THE TASK. Retype only the lines that run from the top of the material below to the line bearing "position:absolute; left:21px; top:817px;", inclusive, and keep the pictures out.

=== Begin Enclosure ===

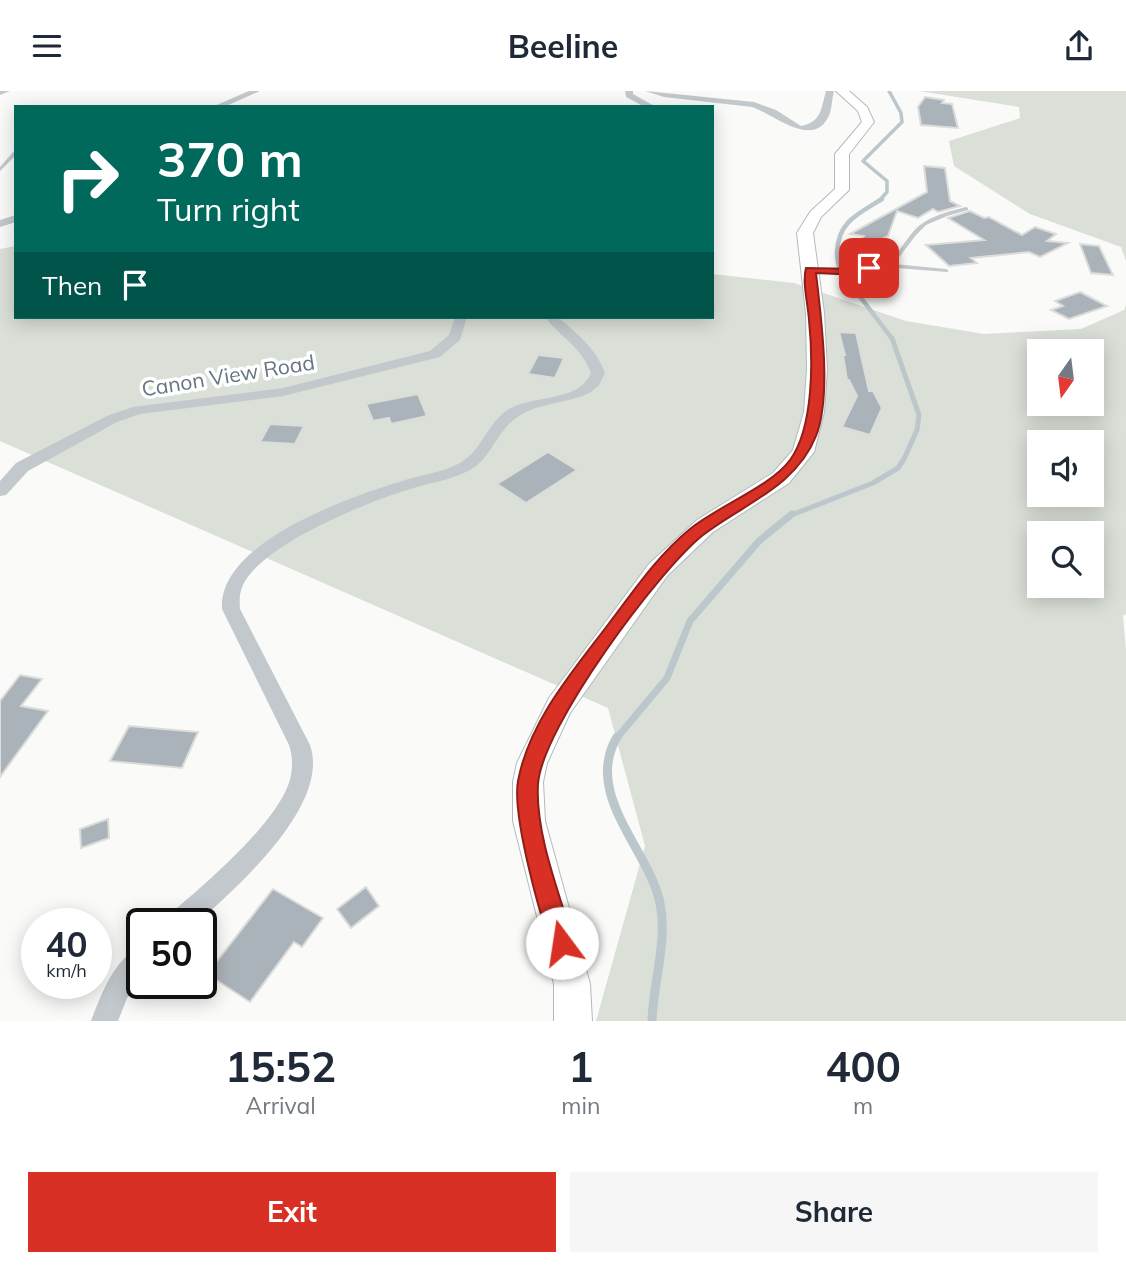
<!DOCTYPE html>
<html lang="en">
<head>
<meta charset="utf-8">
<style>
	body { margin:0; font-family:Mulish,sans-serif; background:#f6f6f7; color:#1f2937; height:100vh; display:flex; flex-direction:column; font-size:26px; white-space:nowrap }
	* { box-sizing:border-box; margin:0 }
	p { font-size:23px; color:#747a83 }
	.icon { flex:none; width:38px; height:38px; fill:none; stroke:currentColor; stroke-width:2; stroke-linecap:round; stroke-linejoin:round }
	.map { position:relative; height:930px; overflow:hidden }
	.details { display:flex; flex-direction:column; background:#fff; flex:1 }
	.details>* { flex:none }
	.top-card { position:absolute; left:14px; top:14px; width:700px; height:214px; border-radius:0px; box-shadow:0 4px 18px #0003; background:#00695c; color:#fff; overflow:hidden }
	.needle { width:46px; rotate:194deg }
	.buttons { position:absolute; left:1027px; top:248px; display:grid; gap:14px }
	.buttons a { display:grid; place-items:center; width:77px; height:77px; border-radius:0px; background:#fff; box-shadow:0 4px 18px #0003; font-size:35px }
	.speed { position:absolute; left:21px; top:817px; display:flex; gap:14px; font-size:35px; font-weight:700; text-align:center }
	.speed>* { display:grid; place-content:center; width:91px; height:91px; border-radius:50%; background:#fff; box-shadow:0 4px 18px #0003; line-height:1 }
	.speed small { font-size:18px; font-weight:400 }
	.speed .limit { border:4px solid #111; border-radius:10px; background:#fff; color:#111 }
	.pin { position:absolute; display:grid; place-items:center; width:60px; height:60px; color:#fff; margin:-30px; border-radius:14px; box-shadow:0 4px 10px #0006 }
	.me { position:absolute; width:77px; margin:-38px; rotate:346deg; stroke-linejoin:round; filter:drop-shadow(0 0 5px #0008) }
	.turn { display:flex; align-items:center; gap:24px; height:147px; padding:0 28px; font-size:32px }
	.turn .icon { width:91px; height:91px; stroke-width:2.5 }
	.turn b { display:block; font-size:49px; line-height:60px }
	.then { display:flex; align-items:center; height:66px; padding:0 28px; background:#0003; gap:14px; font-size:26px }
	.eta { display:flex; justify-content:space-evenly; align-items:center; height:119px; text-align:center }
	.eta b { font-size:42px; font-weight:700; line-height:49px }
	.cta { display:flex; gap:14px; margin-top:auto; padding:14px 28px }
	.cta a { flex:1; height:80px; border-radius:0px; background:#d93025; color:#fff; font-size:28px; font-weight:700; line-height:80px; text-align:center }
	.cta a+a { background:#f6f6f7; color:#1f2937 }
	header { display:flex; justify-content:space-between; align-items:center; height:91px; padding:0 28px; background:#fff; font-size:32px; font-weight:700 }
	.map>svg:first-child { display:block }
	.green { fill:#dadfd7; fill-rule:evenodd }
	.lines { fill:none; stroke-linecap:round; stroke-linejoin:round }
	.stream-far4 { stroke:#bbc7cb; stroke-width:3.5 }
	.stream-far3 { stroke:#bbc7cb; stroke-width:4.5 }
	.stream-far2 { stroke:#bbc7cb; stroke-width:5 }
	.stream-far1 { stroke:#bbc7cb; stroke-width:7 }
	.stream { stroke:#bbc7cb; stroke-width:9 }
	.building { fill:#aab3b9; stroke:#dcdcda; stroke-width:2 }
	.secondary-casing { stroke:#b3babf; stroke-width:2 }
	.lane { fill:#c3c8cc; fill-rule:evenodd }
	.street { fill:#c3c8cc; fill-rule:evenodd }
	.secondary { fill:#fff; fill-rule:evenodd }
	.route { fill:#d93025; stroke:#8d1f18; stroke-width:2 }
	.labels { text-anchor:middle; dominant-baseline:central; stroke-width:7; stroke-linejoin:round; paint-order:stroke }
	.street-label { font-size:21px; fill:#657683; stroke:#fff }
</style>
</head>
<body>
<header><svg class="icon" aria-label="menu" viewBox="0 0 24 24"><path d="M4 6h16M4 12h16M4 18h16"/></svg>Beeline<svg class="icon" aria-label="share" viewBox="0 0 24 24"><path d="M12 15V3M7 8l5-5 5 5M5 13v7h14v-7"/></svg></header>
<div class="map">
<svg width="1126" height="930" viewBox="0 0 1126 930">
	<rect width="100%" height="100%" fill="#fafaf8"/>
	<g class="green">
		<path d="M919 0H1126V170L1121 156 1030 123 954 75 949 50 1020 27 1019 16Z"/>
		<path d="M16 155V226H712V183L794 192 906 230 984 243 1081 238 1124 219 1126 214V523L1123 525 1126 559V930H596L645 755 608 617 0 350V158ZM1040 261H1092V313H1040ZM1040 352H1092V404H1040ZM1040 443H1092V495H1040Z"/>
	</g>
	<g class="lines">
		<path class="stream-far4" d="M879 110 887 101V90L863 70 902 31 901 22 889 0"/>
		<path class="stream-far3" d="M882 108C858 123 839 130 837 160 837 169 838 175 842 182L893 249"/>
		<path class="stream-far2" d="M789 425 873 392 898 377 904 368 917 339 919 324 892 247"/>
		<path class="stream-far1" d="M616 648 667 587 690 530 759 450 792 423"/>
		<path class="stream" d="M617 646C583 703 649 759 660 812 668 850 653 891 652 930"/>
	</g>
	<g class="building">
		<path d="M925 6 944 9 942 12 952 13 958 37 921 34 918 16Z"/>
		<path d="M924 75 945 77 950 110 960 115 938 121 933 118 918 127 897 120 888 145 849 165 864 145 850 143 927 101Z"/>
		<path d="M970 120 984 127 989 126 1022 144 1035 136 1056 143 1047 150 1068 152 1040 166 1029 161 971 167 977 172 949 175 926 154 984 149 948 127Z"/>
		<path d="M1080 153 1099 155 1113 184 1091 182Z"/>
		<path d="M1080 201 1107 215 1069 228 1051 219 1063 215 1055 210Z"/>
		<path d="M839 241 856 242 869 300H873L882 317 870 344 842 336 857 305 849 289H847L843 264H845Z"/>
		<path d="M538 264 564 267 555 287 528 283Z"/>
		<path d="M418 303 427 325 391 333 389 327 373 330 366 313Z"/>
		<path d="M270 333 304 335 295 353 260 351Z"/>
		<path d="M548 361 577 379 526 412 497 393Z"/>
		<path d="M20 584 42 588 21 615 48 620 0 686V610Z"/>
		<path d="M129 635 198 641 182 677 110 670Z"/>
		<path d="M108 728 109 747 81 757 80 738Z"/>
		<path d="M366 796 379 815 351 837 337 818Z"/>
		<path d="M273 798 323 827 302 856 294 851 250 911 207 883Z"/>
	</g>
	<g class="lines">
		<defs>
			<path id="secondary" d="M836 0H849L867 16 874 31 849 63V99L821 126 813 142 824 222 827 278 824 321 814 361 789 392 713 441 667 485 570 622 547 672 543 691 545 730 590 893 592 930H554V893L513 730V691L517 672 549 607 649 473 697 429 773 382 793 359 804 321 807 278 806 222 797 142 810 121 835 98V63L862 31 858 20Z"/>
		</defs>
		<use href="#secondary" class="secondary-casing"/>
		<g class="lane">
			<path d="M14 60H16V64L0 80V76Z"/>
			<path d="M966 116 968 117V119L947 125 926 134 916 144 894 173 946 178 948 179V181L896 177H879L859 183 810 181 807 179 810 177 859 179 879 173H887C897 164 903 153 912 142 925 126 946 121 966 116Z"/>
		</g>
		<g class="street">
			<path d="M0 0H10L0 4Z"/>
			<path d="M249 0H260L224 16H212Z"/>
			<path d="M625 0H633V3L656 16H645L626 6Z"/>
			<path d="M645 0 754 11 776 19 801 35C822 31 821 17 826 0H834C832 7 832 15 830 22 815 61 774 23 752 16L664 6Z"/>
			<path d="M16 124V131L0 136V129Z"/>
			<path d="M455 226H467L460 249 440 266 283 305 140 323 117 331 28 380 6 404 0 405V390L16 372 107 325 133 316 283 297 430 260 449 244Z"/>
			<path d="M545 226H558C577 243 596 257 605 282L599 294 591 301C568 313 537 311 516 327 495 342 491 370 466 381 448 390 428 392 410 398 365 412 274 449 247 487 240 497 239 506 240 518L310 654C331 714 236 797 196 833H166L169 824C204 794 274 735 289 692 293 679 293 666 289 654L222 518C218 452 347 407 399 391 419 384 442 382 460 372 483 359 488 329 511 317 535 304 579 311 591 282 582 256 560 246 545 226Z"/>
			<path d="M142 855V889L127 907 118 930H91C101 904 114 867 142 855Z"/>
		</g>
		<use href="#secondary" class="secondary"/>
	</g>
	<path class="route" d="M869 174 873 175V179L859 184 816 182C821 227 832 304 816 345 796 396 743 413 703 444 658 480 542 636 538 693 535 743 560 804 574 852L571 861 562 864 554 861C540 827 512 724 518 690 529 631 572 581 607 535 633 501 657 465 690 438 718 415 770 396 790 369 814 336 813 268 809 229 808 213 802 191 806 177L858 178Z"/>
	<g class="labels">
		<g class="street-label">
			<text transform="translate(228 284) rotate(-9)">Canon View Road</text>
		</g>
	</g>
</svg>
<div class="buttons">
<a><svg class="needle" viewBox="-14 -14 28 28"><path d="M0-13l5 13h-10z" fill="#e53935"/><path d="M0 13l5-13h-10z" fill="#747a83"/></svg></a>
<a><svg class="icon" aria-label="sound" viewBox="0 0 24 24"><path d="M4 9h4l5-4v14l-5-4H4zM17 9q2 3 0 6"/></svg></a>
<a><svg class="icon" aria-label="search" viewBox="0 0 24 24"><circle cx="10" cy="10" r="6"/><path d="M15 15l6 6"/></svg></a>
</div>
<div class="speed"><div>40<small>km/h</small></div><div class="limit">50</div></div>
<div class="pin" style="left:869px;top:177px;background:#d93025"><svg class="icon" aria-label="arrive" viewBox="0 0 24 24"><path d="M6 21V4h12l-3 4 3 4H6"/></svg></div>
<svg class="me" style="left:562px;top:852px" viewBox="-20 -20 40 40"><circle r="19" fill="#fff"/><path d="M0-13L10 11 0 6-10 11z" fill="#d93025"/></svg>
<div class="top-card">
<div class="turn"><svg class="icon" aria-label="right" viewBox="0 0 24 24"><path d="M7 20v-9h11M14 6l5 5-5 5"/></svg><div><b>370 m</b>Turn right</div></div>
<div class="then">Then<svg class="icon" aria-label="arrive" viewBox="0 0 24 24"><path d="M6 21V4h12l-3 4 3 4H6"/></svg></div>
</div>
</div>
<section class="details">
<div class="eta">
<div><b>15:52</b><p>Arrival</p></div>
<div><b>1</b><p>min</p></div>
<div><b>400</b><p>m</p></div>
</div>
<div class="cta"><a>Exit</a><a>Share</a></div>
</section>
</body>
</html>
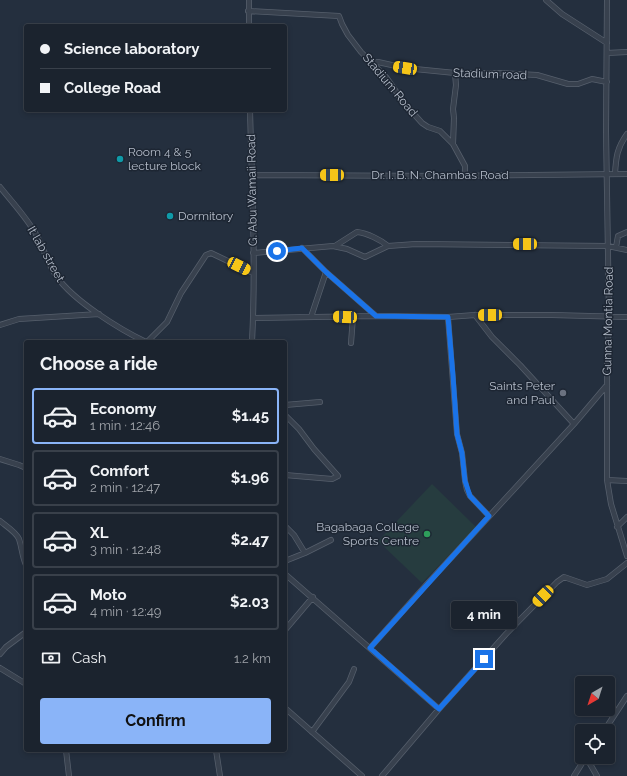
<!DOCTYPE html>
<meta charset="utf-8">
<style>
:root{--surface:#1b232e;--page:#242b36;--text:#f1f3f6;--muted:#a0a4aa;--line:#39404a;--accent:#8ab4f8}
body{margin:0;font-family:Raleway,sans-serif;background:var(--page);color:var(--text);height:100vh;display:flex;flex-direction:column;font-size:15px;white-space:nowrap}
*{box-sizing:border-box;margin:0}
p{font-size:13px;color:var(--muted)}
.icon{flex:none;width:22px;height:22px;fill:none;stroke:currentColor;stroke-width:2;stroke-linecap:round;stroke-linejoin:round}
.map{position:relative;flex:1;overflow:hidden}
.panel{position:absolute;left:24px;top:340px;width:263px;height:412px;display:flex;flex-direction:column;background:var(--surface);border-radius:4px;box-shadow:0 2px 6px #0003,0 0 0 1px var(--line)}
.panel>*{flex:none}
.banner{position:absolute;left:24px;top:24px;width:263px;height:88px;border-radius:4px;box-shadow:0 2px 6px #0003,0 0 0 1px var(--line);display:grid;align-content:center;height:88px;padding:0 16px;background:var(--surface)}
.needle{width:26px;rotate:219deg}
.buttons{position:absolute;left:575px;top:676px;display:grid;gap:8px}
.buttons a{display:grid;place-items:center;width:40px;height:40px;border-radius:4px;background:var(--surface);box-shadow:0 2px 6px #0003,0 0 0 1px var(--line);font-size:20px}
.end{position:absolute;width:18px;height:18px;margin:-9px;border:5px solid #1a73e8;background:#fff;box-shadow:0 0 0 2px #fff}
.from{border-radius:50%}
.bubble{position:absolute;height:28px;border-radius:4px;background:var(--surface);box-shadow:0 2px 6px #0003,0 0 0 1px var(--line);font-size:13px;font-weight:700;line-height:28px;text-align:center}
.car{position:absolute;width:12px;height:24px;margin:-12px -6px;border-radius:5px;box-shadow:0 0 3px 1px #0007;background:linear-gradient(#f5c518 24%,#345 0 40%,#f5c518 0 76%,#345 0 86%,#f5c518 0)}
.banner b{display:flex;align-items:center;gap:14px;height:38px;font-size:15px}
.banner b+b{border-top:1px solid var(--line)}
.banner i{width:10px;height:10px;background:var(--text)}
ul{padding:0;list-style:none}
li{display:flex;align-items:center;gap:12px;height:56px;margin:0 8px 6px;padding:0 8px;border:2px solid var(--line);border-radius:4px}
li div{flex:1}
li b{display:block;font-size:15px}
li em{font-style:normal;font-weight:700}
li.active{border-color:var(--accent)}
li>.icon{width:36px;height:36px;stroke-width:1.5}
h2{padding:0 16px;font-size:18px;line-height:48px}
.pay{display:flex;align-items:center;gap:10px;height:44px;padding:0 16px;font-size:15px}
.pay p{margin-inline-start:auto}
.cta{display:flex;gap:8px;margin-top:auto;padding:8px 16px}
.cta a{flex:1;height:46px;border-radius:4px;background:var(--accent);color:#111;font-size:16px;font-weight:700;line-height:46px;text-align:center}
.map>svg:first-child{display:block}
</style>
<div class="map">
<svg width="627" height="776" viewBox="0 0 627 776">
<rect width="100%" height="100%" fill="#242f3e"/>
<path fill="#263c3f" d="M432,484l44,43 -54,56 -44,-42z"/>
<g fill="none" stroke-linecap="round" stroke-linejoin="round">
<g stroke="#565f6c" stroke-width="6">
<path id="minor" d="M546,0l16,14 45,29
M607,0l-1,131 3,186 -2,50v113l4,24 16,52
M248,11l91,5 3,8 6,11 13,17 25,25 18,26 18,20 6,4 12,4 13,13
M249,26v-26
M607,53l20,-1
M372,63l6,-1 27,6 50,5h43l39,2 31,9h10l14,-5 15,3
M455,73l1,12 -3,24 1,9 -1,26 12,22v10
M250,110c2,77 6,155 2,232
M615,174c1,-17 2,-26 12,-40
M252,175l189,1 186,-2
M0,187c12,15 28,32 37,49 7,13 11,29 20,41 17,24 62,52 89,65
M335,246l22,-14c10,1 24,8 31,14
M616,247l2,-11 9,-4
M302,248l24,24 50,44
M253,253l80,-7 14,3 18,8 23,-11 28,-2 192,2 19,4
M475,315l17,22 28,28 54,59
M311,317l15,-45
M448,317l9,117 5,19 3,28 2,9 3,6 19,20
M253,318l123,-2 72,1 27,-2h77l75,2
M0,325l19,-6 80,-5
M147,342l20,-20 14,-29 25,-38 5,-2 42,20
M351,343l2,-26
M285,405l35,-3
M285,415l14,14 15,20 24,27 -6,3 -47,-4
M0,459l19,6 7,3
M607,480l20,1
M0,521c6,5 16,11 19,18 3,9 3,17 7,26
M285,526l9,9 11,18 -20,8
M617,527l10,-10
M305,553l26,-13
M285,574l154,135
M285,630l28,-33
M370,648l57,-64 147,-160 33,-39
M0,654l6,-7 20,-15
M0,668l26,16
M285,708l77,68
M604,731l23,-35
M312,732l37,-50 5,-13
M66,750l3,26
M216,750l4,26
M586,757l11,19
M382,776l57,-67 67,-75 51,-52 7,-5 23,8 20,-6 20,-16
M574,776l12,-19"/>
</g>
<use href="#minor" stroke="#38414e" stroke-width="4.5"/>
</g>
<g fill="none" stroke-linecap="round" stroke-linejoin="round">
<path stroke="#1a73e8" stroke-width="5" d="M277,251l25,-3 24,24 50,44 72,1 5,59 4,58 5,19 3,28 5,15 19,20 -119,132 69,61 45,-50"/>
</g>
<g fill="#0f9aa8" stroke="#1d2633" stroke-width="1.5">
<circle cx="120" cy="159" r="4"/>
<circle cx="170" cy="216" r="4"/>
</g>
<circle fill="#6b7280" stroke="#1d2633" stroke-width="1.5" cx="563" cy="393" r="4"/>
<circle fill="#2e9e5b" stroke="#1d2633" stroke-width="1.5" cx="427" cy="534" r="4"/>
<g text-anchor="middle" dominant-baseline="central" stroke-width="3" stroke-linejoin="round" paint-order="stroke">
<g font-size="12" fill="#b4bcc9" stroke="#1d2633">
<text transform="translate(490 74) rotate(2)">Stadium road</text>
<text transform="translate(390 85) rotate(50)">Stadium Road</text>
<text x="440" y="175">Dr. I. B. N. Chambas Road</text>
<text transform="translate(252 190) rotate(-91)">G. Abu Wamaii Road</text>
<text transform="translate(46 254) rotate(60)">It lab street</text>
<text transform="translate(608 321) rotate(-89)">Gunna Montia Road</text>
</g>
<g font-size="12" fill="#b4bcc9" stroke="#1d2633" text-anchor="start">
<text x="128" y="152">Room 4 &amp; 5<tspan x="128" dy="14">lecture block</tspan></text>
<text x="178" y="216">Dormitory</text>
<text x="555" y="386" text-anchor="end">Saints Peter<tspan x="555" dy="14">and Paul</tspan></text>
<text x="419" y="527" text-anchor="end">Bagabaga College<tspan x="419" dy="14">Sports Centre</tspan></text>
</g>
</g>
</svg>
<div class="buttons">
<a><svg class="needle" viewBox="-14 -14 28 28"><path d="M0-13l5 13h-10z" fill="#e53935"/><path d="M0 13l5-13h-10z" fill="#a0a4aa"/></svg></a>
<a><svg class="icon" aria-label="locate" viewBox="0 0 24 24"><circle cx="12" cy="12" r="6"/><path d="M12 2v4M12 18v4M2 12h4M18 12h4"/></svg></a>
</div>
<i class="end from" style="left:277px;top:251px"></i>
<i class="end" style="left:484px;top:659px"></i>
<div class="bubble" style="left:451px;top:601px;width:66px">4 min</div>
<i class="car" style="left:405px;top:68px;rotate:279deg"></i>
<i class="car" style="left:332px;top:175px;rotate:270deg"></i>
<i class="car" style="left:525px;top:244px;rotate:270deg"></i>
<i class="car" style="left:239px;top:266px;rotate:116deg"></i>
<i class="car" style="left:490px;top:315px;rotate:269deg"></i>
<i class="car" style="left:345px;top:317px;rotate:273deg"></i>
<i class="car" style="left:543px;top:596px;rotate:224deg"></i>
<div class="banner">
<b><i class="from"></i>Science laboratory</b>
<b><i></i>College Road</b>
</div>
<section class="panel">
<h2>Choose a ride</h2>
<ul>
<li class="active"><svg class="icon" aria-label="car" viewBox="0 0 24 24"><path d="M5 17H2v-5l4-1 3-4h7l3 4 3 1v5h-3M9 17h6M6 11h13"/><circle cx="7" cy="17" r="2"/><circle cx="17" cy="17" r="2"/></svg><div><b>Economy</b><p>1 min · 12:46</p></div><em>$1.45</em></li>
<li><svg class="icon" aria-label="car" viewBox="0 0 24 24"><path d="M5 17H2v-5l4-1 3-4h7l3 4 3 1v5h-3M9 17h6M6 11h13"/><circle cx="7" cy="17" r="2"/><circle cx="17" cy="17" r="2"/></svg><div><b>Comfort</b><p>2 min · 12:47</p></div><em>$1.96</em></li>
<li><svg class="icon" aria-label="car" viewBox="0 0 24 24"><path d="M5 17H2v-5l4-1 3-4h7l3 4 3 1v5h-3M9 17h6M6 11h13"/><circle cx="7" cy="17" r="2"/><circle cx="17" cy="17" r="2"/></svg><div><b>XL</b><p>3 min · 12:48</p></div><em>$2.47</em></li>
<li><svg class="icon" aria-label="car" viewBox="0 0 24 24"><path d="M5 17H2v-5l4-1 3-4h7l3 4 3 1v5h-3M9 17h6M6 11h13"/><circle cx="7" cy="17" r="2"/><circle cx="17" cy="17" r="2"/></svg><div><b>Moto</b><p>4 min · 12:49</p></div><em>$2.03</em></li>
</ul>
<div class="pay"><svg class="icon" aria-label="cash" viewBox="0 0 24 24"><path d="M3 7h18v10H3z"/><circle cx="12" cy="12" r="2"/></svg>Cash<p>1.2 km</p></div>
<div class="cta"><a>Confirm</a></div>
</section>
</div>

=== End Enclosure ===

OUTPUT FOR THIS TASK.
<!DOCTYPE html>
<html lang="en">
<head>
<meta charset="utf-8">
<style>
	body { margin:0; font-family:Mulish,sans-serif; background:#f6f6f7; color:#1f2937; height:100vh; display:flex; flex-direction:column; font-size:26px; white-space:nowrap }
	* { box-sizing:border-box; margin:0 }
	p { font-size:23px; color:#747a83 }
	.icon { flex:none; width:38px; height:38px; fill:none; stroke:currentColor; stroke-width:2; stroke-linecap:round; stroke-linejoin:round }
	.map { position:relative; height:930px; overflow:hidden }
	.details { display:flex; flex-direction:column; background:#fff; flex:1 }
	.details>* { flex:none }
	.top-card { position:absolute; left:14px; top:14px; width:700px; height:214px; border-radius:0px; box-shadow:0 4px 18px #0003; background:#00695c; color:#fff; overflow:hidden }
	.needle { width:46px; rotate:194deg }
	.buttons { position:absolute; left:1027px; top:248px; display:grid; gap:14px }
	.buttons a { display:grid; place-items:center; width:77px; height:77px; border-radius:0px; background:#fff; box-shadow:0 4px 18px #0003; font-size:35px }
	.speed { position:absolute; left:21px; top:817px; display:flex; gap:14px; font-size:35px; font-weight:700; text-align:center }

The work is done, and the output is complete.